[Collected data]
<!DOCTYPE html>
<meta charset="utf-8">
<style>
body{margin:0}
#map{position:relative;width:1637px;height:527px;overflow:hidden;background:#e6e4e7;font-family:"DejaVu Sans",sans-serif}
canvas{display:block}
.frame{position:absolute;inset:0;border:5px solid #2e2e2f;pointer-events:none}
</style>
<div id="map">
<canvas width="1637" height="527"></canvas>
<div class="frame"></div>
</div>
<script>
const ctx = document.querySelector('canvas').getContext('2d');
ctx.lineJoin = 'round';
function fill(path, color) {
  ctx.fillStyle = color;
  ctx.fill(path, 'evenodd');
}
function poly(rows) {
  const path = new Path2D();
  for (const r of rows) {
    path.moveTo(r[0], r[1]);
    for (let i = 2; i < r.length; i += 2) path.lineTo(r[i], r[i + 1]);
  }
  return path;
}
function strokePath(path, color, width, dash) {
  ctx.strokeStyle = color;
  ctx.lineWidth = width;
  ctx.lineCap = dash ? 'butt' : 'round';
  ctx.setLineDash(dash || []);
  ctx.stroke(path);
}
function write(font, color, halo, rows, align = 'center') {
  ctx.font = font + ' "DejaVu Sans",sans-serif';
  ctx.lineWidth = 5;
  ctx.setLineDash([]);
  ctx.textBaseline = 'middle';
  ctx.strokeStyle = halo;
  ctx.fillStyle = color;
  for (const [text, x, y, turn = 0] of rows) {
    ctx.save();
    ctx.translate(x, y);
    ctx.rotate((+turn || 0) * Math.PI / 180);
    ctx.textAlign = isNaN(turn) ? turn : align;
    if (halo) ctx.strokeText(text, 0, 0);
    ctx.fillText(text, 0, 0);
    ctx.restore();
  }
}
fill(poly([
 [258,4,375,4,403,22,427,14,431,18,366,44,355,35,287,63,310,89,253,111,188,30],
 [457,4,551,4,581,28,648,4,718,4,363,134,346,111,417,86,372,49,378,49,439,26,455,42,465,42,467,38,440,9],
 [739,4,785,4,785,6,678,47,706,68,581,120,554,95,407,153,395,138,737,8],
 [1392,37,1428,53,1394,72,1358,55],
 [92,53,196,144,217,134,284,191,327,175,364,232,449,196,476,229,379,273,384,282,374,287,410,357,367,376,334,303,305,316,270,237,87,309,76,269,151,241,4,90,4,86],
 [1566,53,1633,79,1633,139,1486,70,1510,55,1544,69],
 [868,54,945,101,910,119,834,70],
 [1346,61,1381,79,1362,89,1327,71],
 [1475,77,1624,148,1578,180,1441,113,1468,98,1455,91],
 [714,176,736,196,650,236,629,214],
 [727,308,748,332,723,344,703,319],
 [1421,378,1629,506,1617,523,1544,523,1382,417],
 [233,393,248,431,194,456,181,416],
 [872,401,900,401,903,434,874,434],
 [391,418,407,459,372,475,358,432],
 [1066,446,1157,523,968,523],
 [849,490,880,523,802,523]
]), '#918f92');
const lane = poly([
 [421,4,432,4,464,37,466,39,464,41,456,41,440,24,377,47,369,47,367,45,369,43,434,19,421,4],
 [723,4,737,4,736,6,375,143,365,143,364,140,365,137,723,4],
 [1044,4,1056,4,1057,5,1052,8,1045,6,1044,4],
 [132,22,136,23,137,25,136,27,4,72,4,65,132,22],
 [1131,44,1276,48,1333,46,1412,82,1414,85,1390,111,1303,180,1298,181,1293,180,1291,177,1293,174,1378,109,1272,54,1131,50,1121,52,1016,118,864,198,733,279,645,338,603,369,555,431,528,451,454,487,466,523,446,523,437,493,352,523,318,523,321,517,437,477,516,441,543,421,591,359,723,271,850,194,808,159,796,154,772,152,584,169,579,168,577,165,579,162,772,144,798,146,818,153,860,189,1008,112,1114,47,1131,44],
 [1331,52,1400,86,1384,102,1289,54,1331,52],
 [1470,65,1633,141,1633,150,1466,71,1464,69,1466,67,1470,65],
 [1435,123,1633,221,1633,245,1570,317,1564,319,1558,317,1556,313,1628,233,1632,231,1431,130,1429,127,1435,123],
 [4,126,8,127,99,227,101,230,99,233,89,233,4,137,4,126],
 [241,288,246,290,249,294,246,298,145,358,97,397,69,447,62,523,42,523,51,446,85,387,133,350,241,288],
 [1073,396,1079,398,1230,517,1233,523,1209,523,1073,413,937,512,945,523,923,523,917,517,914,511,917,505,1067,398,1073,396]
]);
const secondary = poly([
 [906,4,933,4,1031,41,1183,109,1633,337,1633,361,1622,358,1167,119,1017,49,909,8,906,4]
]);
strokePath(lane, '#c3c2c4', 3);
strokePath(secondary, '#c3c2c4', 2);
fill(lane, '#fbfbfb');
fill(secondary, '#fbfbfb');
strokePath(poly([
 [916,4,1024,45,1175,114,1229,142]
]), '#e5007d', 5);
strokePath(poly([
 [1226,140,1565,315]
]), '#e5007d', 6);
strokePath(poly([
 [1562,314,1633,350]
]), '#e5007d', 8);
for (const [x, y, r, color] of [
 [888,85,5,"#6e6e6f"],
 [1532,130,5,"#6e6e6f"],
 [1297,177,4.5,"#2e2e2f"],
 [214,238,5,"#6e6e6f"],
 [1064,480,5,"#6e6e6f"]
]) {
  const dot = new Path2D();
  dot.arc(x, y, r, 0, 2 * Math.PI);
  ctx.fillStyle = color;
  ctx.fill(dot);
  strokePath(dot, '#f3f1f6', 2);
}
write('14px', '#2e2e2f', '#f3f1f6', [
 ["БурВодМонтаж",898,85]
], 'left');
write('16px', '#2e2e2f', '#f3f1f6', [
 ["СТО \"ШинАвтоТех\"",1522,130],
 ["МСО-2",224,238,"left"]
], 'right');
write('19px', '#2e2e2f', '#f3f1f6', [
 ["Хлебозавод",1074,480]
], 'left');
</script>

### Exercise
In the entries above, find the line with "ctx.setLineDash(dash || []);" and the line with "ctx.save();", then set down exactly those two and every line between them, nothing else.

### Written reply
  ctx.setLineDash(dash || []);
  ctx.stroke(path);
}
function write(font, color, halo, rows, align = 'center') {
  ctx.font = font + ' "DejaVu Sans",sans-serif';
  ctx.lineWidth = 5;
  ctx.setLineDash([]);
  ctx.textBaseline = 'middle';
  ctx.strokeStyle = halo;
  ctx.fillStyle = color;
  for (const [text, x, y, turn = 0] of rows) {
    ctx.save();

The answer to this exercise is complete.